[What is expected]: Down to the last line, print the data that follows exactly, without its pictures.

[Input data]:
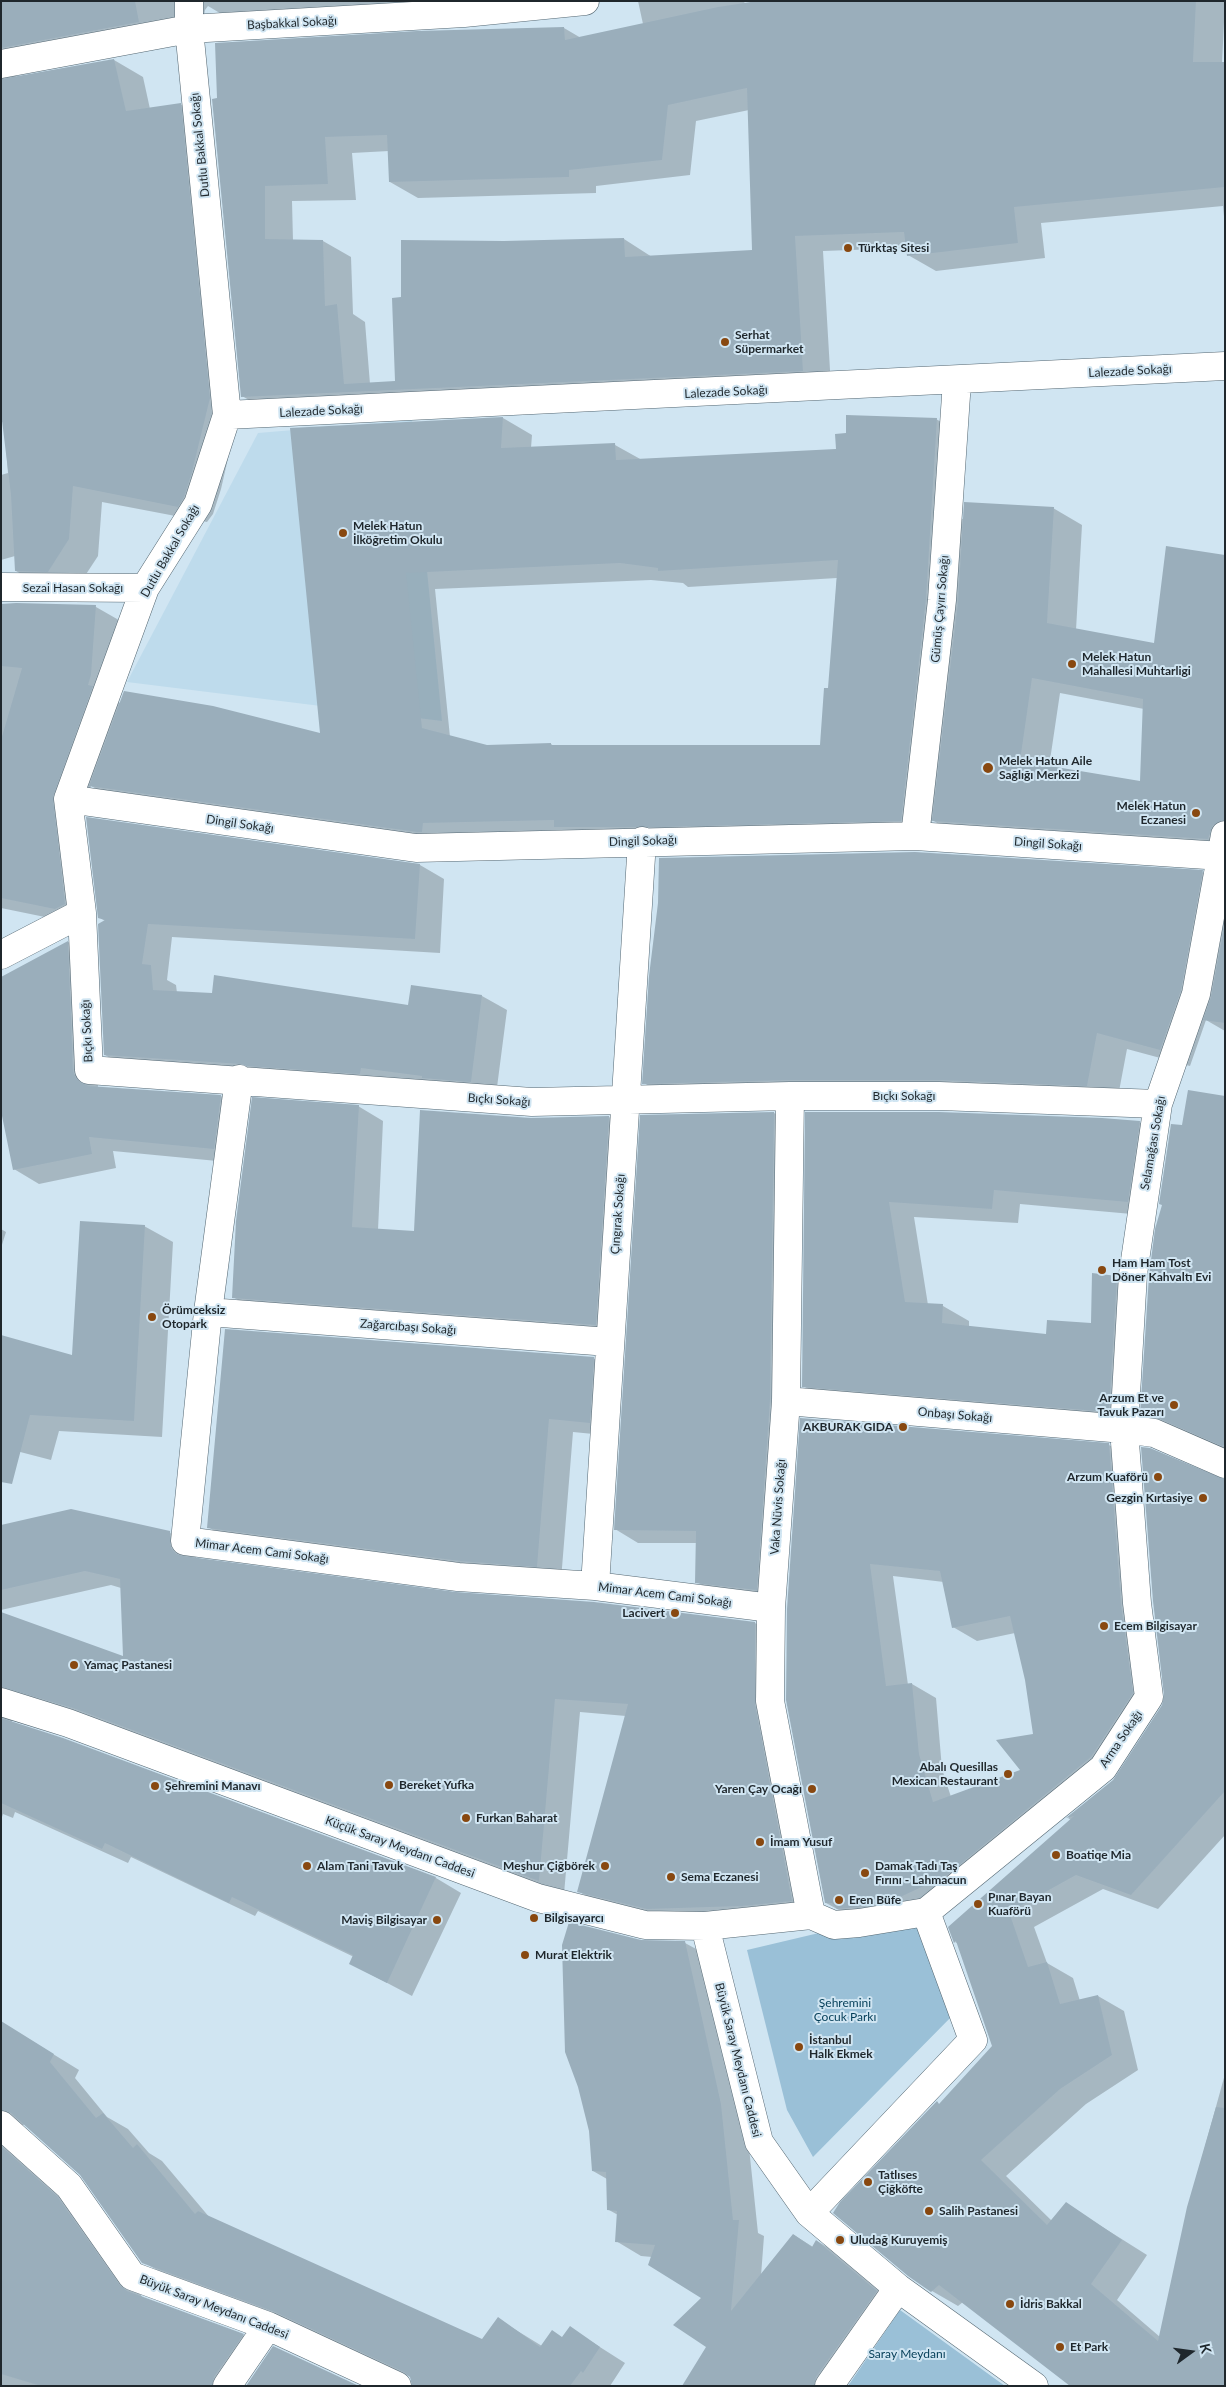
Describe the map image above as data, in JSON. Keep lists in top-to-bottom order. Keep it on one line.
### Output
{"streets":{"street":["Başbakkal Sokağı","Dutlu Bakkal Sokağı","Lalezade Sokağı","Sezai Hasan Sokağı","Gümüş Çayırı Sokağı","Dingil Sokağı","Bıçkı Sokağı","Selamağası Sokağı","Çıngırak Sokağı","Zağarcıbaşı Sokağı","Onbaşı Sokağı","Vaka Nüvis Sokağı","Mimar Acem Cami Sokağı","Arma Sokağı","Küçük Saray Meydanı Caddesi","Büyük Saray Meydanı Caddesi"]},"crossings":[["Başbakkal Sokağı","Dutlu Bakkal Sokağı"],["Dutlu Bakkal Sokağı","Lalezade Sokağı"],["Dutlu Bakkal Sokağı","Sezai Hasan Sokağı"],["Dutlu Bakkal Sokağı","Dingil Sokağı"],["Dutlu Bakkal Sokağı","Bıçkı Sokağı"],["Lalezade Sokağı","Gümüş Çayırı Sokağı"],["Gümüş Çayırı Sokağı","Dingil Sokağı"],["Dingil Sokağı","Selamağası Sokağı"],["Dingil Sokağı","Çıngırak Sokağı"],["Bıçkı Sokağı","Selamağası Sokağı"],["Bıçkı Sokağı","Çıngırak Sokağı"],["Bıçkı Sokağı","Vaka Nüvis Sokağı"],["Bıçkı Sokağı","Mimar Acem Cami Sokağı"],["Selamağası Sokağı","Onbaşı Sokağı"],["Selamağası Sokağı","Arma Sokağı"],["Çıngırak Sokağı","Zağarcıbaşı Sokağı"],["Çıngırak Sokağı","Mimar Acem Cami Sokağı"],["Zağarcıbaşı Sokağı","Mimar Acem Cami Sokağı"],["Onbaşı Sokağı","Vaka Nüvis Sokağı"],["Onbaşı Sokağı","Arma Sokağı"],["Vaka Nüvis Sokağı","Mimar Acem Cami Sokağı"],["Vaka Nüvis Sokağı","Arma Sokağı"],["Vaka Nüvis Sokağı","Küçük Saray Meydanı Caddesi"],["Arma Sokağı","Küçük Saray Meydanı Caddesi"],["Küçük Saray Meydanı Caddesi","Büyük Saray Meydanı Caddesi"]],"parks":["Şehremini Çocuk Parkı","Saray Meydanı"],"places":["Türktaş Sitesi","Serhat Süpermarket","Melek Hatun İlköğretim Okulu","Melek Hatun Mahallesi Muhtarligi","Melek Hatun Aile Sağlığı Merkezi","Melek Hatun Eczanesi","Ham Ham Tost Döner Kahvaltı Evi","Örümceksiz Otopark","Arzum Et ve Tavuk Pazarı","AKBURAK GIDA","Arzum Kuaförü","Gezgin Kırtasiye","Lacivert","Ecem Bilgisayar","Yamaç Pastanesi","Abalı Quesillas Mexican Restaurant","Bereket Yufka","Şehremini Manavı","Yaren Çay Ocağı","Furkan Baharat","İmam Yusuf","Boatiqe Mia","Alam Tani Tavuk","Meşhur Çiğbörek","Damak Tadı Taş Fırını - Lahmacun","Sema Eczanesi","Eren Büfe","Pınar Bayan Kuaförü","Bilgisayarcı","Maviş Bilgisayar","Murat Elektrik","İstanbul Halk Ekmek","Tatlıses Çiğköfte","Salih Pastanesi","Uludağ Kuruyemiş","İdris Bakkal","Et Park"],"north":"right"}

[The completed task]:
Describe the map image above as data, in JSON. Keep lists in top-to-bottom order. Keep it on one line.
### Output
{"streets":{"street":["Başbakkal Sokağı","Dutlu Bakkal Sokağı","Lalezade Sokağı","Sezai Hasan Sokağı","Gümüş Çayırı Sokağı","Dingil Sokağı","Bıçkı Sokağı","Selamağası Sokağı","Çıngırak Sokağı","Zağarcıbaşı Sokağı","Onbaşı Sokağı","Vaka Nüvis Sokağı","Mimar Acem Cami Sokağı","Arma Sokağı","Küçük Saray Meydanı Caddesi","Büyük Saray Meydanı Caddesi"]},"crossings":[["Başbakkal Sokağı","Dutlu Bakkal Sokağı"],["Dutlu Bakkal Sokağı","Lalezade Sokağı"],["Dutlu Bakkal Sokağı","Sezai Hasan Sokağı"],["Dutlu Bakkal Sokağı","Dingil Sokağı"],["Dutlu Bakkal Sokağı","Bıçkı Sokağı"],["Lalezade Sokağı","Gümüş Çayırı Sokağı"],["Gümüş Çayırı Sokağı","Dingil Sokağı"],["Dingil Sokağı","Selamağası Sokağı"],["Dingil Sokağı","Çıngırak Sokağı"],["Bıçkı Sokağı","Selamağası Sokağı"],["Bıçkı Sokağı","Çıngırak Sokağı"],["Bıçkı Sokağı","Vaka Nüvis Sokağı"],["Bıçkı Sokağı","Mimar Acem Cami Sokağı"],["Selamağası Sokağı","Onbaşı Sokağı"],["Selamağası Sokağı","Arma Sokağı"],["Çıngırak Sokağı","Zağarcıbaşı Sokağı"],["Çıngırak Sokağı","Mimar Acem Cami Sokağı"],["Zağarcıbaşı Sokağı","Mimar Acem Cami Sokağı"],["Onbaşı Sokağı","Vaka Nüvis Sokağı"],["Onbaşı Sokağı","Arma Sokağı"],["Vaka Nüvis Sokağı","Mimar Acem Cami Sokağı"],["Vaka Nüvis Sokağı","Arma Sokağı"],["Vaka Nüvis Sokağı","Küçük Saray Meydanı Caddesi"],["Arma Sokağı","Küçük Saray Meydanı Caddesi"],["Küçük Saray Meydanı Caddesi","Büyük Saray Meydanı Caddesi"]],"parks":["Şehremini Çocuk Parkı","Saray Meydanı"],"places":["Türktaş Sitesi","Serhat Süpermarket","Melek Hatun İlköğretim Okulu","Melek Hatun Mahallesi Muhtarligi","Melek Hatun Aile Sağlığı Merkezi","Melek Hatun Eczanesi","Ham Ham Tost Döner Kahvaltı Evi","Örümceksiz Otopark","Arzum Et ve Tavuk Pazarı","AKBURAK GIDA","Arzum Kuaförü","Gezgin Kırtasiye","Lacivert","Ecem Bilgisayar","Yamaç Pastanesi","Abalı Quesillas Mexican Restaurant","Bereket Yufka","Şehremini Manavı","Yaren Çay Ocağı","Furkan Baharat","İmam Yusuf","Boatiqe Mia","Alam Tani Tavuk","Meşhur Çiğbörek","Damak Tadı Taş Fırını - Lahmacun","Sema Eczanesi","Eren Büfe","Pınar Bayan Kuaförü","Bilgisayarcı","Maviş Bilgisayar","Murat Elektrik","İstanbul Halk Ekmek","Tatlıses Çiğköfte","Salih Pastanesi","Uludağ Kuruyemiş","İdris Bakkal","Et Park"],"north":"right"}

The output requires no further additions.